One thing I noticed is that "default all" in the Video preferences tab behaves differently than in V7 - I have 4GB of RAM (OK; some 3.2GB only visible under XP x86, but the same story applies to my Vista x64 installation). Vegas 7 defaults to 511 MB RAM buffer; VP8 defaults to 128 MB only!

So, did anyone find a "sweet spot" for VP8? Also, what are your Rendertest-hdv.veg benchmark results, in various RAM buffer, threads number and 32bit/8bit video handling scenarios?

AMD TR 2990WX CPU | MSI X399 CARBON AC | 64GB RAM@XMP2933  | 2x RTX 2080Ti GPU | 4x 3TB WD Black RAID0 media drive | 3x 1TB NVMe RAID0 cache drive | SSD SATA system drive | AX1600i PSU | Decklink 12G Extreme | Samsung UHD reference monitor (calibrated)

xberk wrote on 9/18/2007, 9:57 PM
Reran the render test on my Q6600 with 4 gig of Ram using VP8.
Getting 2 min 14 sec with Dynamic Ram set at anything above zero.
(About the same on under V7).
Zero Dynamic Ram shoots the times up to about 8 plus minutes!!!
Setting threads to less than 4 moves times up about as you would expect,
3 thread comes in at about 3 min and setting to 2 threads give me about 4 mins.

I conclude that VP8 is not rendering this test faster, but I've tried a few other real projects V7 vs VP8 on the same Q6600 machine and times have improved about 10% under VP8 .. I think it depends on the material and FX etc etc..
Of course, the render test is set to 8 bit...Setting to 32 bit slows things down too.
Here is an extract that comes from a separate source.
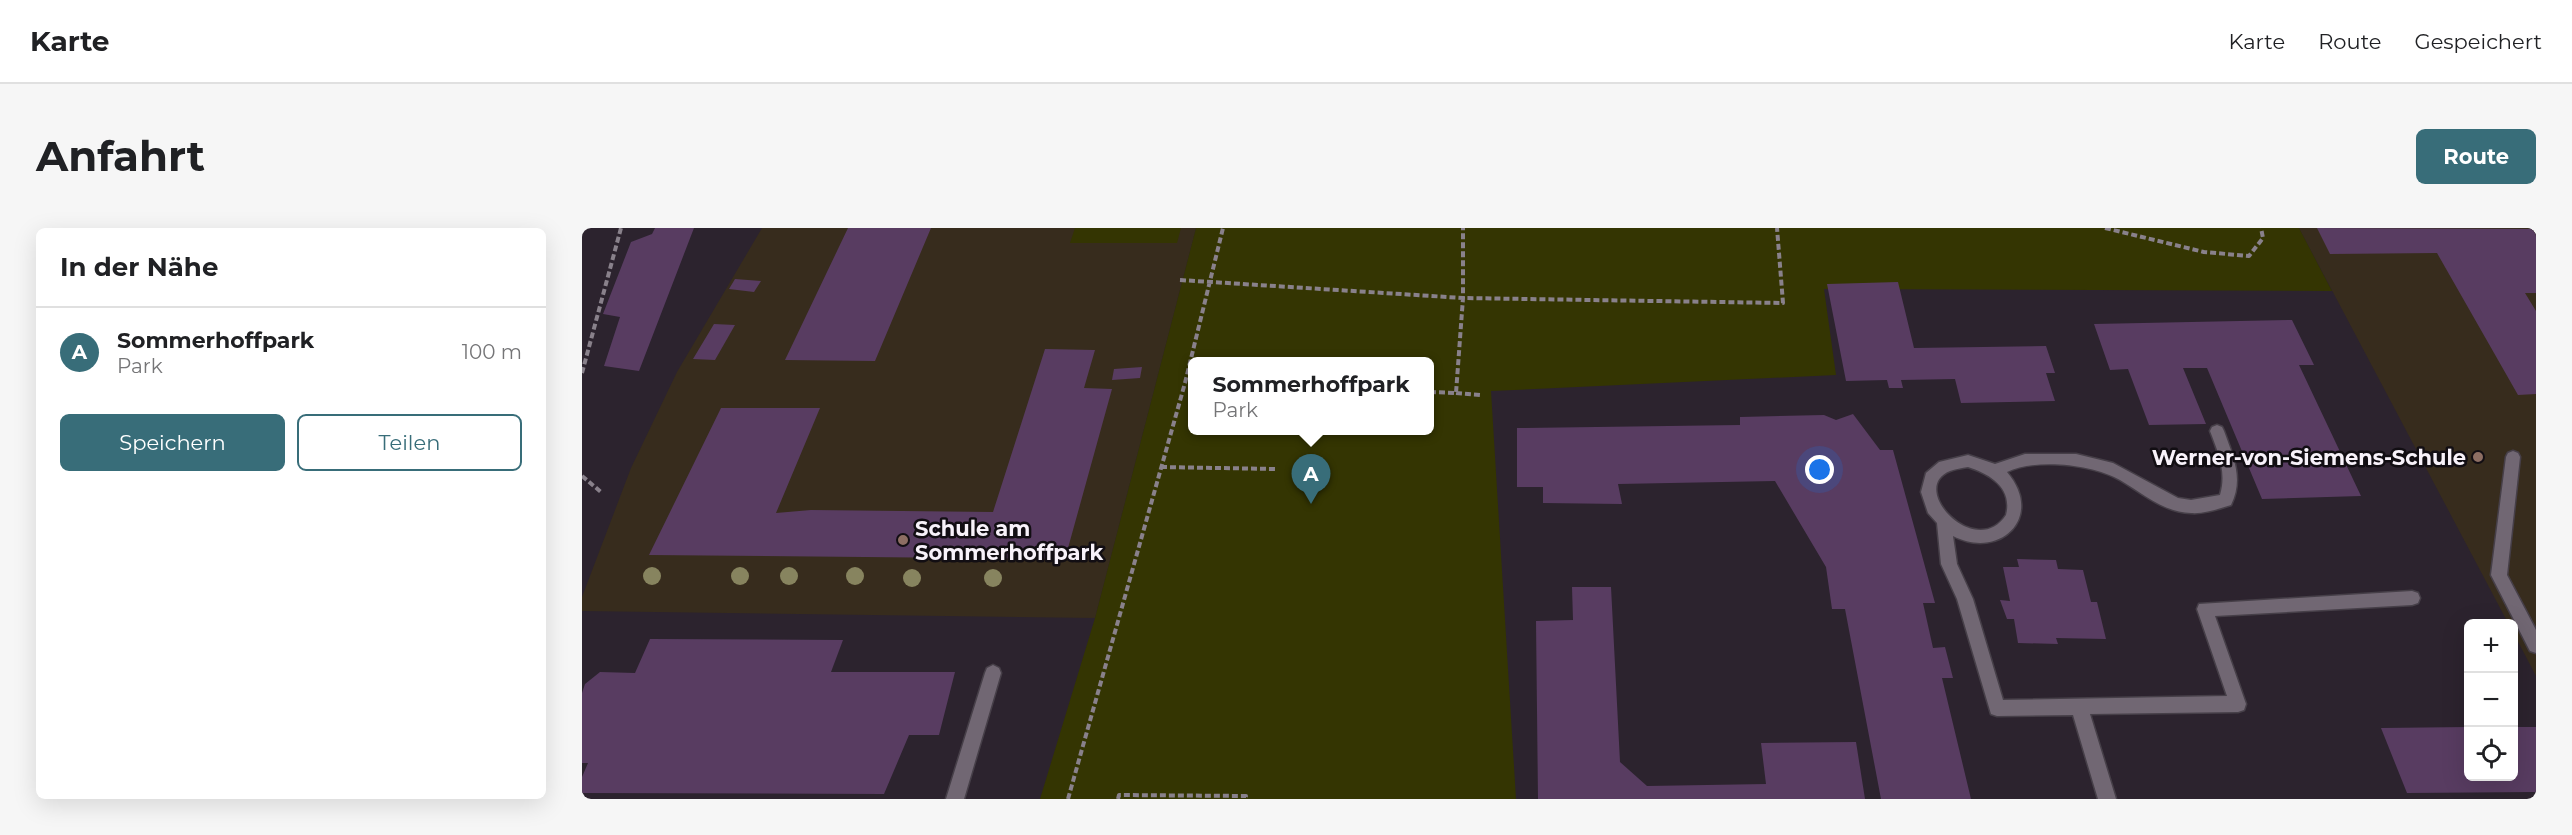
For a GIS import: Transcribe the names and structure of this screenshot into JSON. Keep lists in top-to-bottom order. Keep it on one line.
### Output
{"places":["Werner-von-Siemens-Schule","Schule am Sommerhoffpark"],"page":{"header":"Karte","nav":["Karte","Route","Gespeichert"],"buttons":["Route",["Speichern","Teilen"]],"title":"Anfahrt","heading":"In der Nähe","list":[{"mark":"A","name":"Sommerhoffpark","note":"Park","value":"100 m"}],"popup":["Sommerhoffpark","Park"],"pins":"A","map_buttons":["+","−"]}}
Paul B .. PCI Express Video Card: EVGA VCX 10G-P5-3885-KL GeForce RTX 3080 XC3 ULTRA ,,  Intel Core i9-11900K Desktop Processor ,,  MSI Z590-A PRO Desktop Motherboard LGA-1200 ,, 64GB (2X32GB) XPG GAMMIX D45 DDR4 3200MHz 288-Pin SDRAM PC4-25600 Memory .. Seasonic Power Supply SSR-1000FX Focus Plus 1000W ,, Arctic Liquid Freezer II – 360MM .. Fractal Design case ,, Samsung Solid State Drive MZ-V8P1T0B/AM 980 PRO 1TB PCI Express 4 NVMe M.2 ,, Wundiws 10 .. Vegas Pro 19 Edit

JohnnyRoy wrote on 9/19/2007, 3:29 AM
> Threads=2 RAM Preview=256 Time=0:44 <== sweet spot
> ------------------------------------------------------------------------------------
> I just tried this "sweet spot" setting and got a 4 min time on the rendertest.veg.
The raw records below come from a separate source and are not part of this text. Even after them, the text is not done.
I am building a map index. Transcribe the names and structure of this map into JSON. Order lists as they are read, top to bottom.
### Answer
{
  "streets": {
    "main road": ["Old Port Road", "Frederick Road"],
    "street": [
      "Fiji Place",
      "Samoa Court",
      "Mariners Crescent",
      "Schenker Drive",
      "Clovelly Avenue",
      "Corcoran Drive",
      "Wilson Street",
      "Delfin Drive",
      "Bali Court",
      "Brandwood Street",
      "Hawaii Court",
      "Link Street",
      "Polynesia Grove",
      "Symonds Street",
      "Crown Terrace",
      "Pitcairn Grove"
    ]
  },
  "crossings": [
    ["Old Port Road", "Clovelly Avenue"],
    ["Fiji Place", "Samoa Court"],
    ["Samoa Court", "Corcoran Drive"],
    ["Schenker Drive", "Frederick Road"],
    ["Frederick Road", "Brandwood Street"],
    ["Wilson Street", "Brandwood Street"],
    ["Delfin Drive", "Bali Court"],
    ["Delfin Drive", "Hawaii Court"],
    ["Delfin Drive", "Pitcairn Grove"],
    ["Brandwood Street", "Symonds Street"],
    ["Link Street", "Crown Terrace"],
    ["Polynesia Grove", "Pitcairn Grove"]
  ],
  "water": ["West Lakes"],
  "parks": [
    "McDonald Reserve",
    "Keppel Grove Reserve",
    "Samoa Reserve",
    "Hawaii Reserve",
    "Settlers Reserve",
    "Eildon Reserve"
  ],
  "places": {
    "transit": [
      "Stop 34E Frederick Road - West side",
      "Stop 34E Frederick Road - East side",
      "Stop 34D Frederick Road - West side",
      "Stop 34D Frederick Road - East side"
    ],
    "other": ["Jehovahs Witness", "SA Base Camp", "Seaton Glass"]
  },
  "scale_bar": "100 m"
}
You have to understand what I was measuring. What this says is that 256 preview is the sweet spot for 2 threads on my Quad Core. It is not the sweet spot for rendering in general. Using 4 threads will always render faster, especially if you have a Quad Core.

~jr
JohnnyRoy wrote on 9/19/2007, 3:32 AM
> JohnnyRoy, May I know how much RAM you had on your system when you run your test?
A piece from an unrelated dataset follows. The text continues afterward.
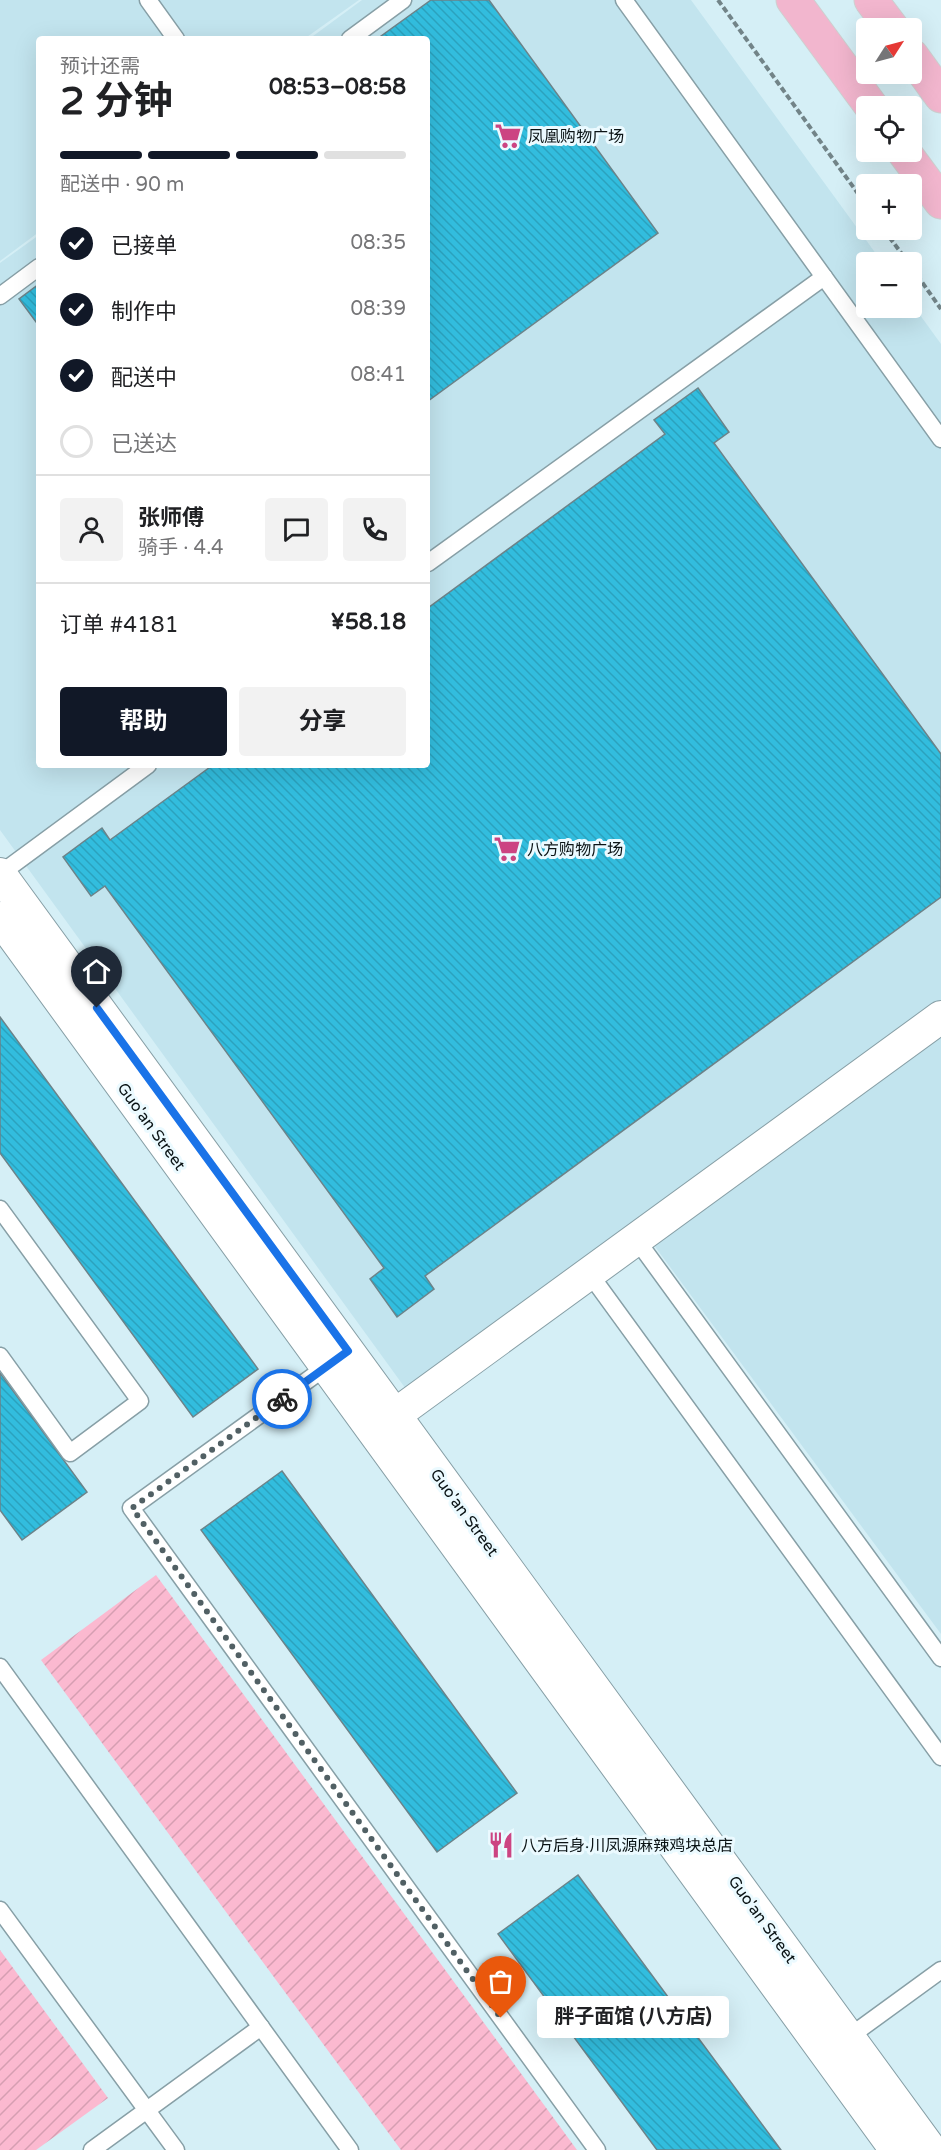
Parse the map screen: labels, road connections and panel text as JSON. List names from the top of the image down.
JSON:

I have 4GB of RAM (of which XP Pro only sees 3.25GB). :( The specs for my system are on the PC Equipment page of my web site.

~jr
Sunflux wrote on 9/19/2007, 4:29 AM
When I first got V7 I did a bunch of dynamic memory tests and came up with the following for a (at the time) recommended render test:

0mb: 4:15
8mb: 4:45
16mb: 4:41
64mb: 4:38
96mb: 4:34
128mb: 3:51
192mb: 4:08
256mb: 2:33
384mb: 2:33
511mb: 2:31 (default)
512mb: 2:32
1024mb: 2:34

Don't know how this translates to VP8 yet.